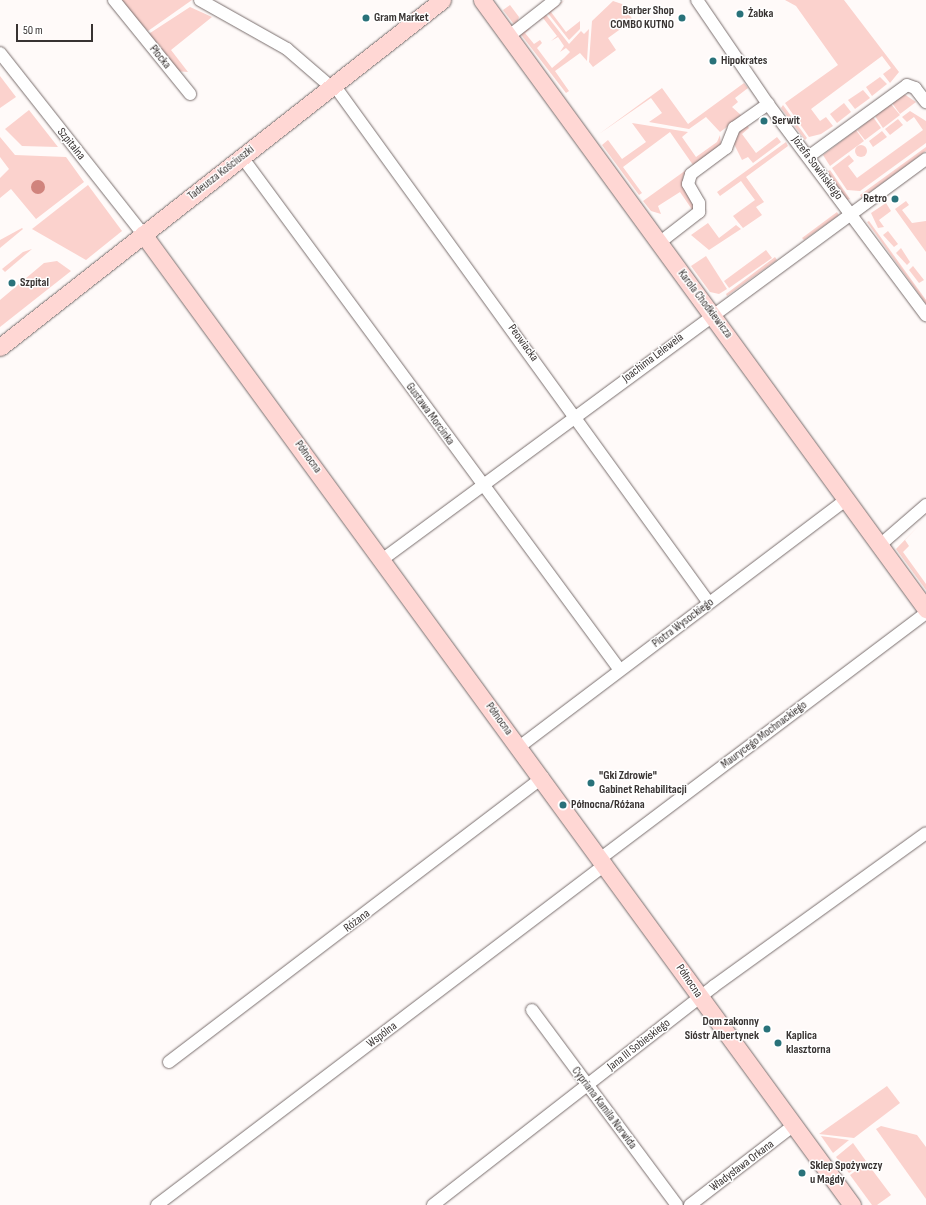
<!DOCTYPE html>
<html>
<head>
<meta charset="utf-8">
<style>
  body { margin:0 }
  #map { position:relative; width:926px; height:1205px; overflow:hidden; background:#fffaf9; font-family:"Sofia Sans Condensed",sans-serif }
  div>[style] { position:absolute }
  .green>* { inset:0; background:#fbd2cd }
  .round { border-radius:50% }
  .water>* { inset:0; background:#d0847d }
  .roads { filter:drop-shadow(0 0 1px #796e6d) drop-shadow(0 0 1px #796e6d) }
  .street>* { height:12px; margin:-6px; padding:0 6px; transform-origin:6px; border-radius:6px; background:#fff }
  .secondary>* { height:17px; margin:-8.5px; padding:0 8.5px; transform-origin:8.5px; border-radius:8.5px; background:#ffd7d4 }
  .dots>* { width:11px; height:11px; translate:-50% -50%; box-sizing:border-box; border:2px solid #fff; border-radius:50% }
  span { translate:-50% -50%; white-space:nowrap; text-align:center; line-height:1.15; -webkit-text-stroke:3px #fff; paint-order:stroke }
  .poi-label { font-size:12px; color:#383332; font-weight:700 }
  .right { translate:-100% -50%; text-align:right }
  .left { translate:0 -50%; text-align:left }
  .street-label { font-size:12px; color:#383332 }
  .scale { position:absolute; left:16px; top:24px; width:77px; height:18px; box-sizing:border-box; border:2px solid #383332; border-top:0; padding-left:5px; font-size:12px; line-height:14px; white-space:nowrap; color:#383332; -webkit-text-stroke:3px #fff; paint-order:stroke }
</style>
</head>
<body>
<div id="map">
  <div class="green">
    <i style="clip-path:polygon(118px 0,192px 0,148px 31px)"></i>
    <i style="clip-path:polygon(565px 0,551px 12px,566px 32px,580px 21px,580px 29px,569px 40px,547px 12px)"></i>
    <i style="clip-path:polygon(785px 0,844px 0,899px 72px,890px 83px,883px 74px,891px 68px,882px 56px,811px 109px,820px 121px,826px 117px,833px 126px,821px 134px,809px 137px,785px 103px,838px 65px,796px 6px)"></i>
    <i style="clip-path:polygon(613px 1px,622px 4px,633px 20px,608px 38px,616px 50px,593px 67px,589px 62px,592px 21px)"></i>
    <i style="clip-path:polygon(510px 5px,519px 17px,516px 27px,503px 10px)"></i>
    <i style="clip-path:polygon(190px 7px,212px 17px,171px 50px,188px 72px,175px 71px,147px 35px)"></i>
    <i style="clip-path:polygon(544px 12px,569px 44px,581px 31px,584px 34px,589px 29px,587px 61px,580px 53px,555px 71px,569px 91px,566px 93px,519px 32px,531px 28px,525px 33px,534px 44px,540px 40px,542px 43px,537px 48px,552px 68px,564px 58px,570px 52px,566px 48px,560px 52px,564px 46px,558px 37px,551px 41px,557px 36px,543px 18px,537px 22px)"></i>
    <i style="clip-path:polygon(0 76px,16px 97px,0 108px)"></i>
    <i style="clip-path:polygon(880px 77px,887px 84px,872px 96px,866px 87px)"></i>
    <i style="clip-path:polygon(744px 83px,748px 88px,735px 98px,738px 102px,732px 107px,742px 116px,720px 132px,706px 117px,689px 129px,649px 122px,662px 113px,651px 98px,599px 134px,662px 88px,688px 124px)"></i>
    <i style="clip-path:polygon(863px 90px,870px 98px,855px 109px,848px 100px)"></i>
    <i style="clip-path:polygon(904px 94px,916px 102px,900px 114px,892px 103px)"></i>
    <i style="clip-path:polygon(844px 103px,851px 112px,837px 123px,830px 114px)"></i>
    <i style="clip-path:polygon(891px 104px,900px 115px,883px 128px,875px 116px)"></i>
    <i style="clip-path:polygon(783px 105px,807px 138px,805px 140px,781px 108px)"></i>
    <i style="clip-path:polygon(29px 110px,58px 147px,22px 146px,5px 129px)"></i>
    <i style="clip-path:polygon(910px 111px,926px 121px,926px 143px,860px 191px,847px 190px,832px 168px,849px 155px,854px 161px,848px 166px,857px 178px,923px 130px,914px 117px,907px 122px,902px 117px)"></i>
    <i style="clip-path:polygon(873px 117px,881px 128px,865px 140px,857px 130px)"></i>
    <i style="clip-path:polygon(898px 119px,903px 125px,890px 135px,885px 129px)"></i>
    <i style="clip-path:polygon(632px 123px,688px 132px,682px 137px,696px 157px,717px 142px,720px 135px,721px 145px,683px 176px,683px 185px,695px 203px,693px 211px,680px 192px,658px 206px,661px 214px,651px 211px,643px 201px,693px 165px,670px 132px,623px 167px,642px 193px,639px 195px,602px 145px,608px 140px,622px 159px,646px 142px)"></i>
    <i style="clip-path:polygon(746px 124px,749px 128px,742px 134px,756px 153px,777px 137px,781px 142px,753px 163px,748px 157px,742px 160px,732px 140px)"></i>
    <i style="clip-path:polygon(856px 130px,864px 141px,830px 166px,823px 155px)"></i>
    <i style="clip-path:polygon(882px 131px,887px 137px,873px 147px,869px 141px)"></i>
    <i style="clip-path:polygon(0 137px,15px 155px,66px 157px,84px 182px,36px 219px,11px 189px,0 198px,0 178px,9px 169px,0 157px)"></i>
    <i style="clip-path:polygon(786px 142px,788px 146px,746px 177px,764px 202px,756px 207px,762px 215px,743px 228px,733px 216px,755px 200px,746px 188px,741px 181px,720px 196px,717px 192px)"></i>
    <i class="round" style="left:855px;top:145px;width:12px;height:12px"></i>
    <i style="clip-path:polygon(926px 147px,926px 151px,862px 198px,860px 195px)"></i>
    <i style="clip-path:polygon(830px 170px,850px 199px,847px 200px,827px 172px)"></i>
    <i style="clip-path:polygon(88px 185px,122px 231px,86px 260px,32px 229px)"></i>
    <i style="clip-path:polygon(906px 201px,909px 205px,902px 210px,912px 223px,926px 221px,926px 252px,895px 209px)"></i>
    <i style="clip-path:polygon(886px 203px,891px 211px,879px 220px,884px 227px,878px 228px,871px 213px)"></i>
    <i style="clip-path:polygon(837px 212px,839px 215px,804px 240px,802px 238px)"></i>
    <i style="clip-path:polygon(869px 221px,926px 300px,926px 304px,867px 222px)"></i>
    <i style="clip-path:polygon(708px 223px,719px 238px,736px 225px,741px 229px,709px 250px,691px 235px)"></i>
    <i style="clip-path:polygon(22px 228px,23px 229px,0 248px,0 240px)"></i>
    <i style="clip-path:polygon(888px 231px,898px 244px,894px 247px,883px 235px)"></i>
    <i style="clip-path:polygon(901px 248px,910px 262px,907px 265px,896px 253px)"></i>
    <i style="clip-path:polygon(32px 249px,5px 272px,2px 269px,23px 252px)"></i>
    <i style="clip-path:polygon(766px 250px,772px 258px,729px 288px,724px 281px)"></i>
    <i style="clip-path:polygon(706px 256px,727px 289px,719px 294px,710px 292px,691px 266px)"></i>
    <i style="clip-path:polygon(775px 257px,777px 260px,727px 296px,726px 294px)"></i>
    <i style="clip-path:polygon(57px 261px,71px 271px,0 327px,0 300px,44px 263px)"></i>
    <i style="clip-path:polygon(913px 266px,924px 280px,919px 283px,909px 270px)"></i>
    <i style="clip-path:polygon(926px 518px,905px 540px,909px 546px,903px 552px,926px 584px,926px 590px,896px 549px)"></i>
    <i style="clip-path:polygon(887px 1086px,900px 1103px,854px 1138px,819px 1134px)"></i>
    <i style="clip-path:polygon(881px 1126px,917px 1135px,926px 1147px,926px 1199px,876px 1129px)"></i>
    <i style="clip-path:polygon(821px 1136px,849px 1140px,833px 1153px)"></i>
    <i style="clip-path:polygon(853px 1143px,866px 1161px,849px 1173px,836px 1157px)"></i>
    <i style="clip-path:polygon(867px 1163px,891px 1195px,877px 1205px,872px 1205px,850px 1175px)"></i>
  </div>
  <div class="water">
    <i class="round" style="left:31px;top:180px;width:14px;height:14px"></i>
  </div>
  <div class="roads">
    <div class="street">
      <i style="left:114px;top:0;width:121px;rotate:51deg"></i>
      <i style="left:200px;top:0;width:100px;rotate:29.4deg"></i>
      <i style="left:287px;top:49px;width:58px;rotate:40.8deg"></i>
      <i style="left:697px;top:0;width:126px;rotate:55.7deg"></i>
      <i style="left:768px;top:104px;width:264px;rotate:53.2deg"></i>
      <i style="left:509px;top:36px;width:58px;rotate:-38deg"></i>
      <i style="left:0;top:53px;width:231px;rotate:51.7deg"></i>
      <i style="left:334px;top:85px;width:639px;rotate:54.1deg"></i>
      <i style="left:242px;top:157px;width:637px;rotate:53.62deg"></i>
      <i style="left:808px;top:157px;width:122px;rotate:-36deg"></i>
      <i style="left:907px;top:85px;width:9px;rotate:21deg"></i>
      <i style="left:915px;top:88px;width:18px;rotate:52deg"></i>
      <i style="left:659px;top:243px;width:51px;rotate:-37.8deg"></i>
      <i style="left:699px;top:212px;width:9px;rotate:-90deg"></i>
      <i style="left:699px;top:203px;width:22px;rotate:-120deg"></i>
      <i style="left:688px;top:184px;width:10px;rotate:-73deg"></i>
      <i style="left:691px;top:174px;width:44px;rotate:-36.6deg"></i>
      <i style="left:726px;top:148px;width:22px;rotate:-68deg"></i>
      <i style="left:734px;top:128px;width:42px;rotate:-35.2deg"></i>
      <i style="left:880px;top:545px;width:61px;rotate:-41deg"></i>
      <i style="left:383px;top:559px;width:674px;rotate:-36.38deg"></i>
      <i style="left:519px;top:747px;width:410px;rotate:-37.1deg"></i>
      <i style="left:601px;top:858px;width:407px;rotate:-37deg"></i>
      <i style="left:532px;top:1010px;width:243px;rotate:53.4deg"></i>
      <i style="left:169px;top:1062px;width:470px;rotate:-37.3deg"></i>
      <i style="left:157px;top:1205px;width:564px;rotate:-37.22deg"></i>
      <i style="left:433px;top:1205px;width:356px;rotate:-37.9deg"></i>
      <i style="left:714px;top:986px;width:261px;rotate:-35.8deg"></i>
      <i style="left:690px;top:1205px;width:130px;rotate:-37.5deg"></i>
    </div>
    <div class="secondary">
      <i style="left:482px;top:0;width:754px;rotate:53.91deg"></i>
      <i style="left:143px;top:234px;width:1202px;rotate:53.86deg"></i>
      <i style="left:0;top:347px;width:562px;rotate:-38.13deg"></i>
    </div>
  </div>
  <div class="dots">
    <i style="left:740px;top:14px;background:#29727a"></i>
    <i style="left:366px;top:18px;background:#29727a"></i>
    <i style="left:682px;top:18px;background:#29727a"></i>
    <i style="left:713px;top:61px;background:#29727a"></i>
    <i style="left:764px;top:121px;background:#29727a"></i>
    <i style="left:895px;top:199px;background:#29727a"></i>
    <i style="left:12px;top:283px;background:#29727a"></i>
    <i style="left:591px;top:783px;background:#29727a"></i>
    <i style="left:563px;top:805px;background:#29727a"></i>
    <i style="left:767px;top:1029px;background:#29727a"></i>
    <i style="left:778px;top:1043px;background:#29727a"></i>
    <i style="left:802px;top:1173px;background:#29727a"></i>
  </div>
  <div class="poi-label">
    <span class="right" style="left:674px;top:18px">Barber Shop<br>COMBO KUTNO</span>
    <span class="left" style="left:748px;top:14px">Żabka</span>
    <span class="left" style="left:374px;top:18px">Gram Market</span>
    <span class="left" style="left:721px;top:61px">Hipokrates</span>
    <span class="left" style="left:772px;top:121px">Serwit</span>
    <span class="right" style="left:887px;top:199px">Retro</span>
    <span class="left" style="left:20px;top:283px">Szpital</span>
    <span class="left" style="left:599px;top:783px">"Gki Zdrowie"<br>Gabinet Rehabilitacji</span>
    <span class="left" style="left:571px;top:805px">Północna/Różana</span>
    <span class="right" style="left:759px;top:1029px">Dom zakonny<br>Sióstr Albertynek</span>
    <span class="left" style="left:786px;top:1043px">Kaplica<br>klasztorna</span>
    <span class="left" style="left:810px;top:1173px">Sklep Spożywczy<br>u Magdy</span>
  </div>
  <div class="street-label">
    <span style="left:160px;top:57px;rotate:51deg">Płocka</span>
    <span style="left:71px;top:144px;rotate:51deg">Szpitalna</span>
    <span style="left:817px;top:168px;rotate:53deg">Józefa Sowińskiego</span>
    <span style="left:221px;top:173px;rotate:-38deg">Tadeusza Kościuszki</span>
    <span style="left:705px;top:304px;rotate:53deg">Karola Chodkiewicza</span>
    <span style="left:523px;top:343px;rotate:54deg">Peowiacka</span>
    <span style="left:653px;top:358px;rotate:-37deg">Joachima Lelewela</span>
    <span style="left:430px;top:414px;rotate:54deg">Gustawa Morcinka</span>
    <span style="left:308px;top:457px;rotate:54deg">Północna</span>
    <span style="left:683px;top:623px;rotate:-37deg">Piotra Wysockiego</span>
    <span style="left:499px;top:719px;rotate:54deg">Północna</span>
    <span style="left:764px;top:735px;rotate:-37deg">Maurycego Mochnackiego</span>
    <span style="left:357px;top:921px;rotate:-37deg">Różana</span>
    <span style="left:689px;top:981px;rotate:56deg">Północna</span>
    <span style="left:382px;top:1035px;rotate:-37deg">Wspólna</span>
    <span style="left:639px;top:1045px;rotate:-38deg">Jana III Sobieskiego</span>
    <span style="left:604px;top:1108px;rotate:53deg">Cypriana Kamila Norwida</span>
    <span style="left:742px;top:1166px;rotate:-37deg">Władysława Orkana</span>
  </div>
  <div class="scale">50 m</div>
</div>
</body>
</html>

__Aim of the exercise__.
The required output is the exact run of lines from the start of the records through the line containing "filter:drop-shadow(0 0 1px", both ends included, with no pictures.

__Reply to the task__.
<!DOCTYPE html>
<html>
<head>
<meta charset="utf-8">
<style>
  body { margin:0 }
  #map { position:relative; width:926px; height:1205px; overflow:hidden; background:#fffaf9; font-family:"Sofia Sans Condensed",sans-serif }
  div>[style] { position:absolute }
  .green>* { inset:0; background:#fbd2cd }
  .round { border-radius:50% }
  .water>* { inset:0; background:#d0847d }
  .roads { filter:drop-shadow(0 0 1px #796e6d) drop-shadow(0 0 1px #796e6d) }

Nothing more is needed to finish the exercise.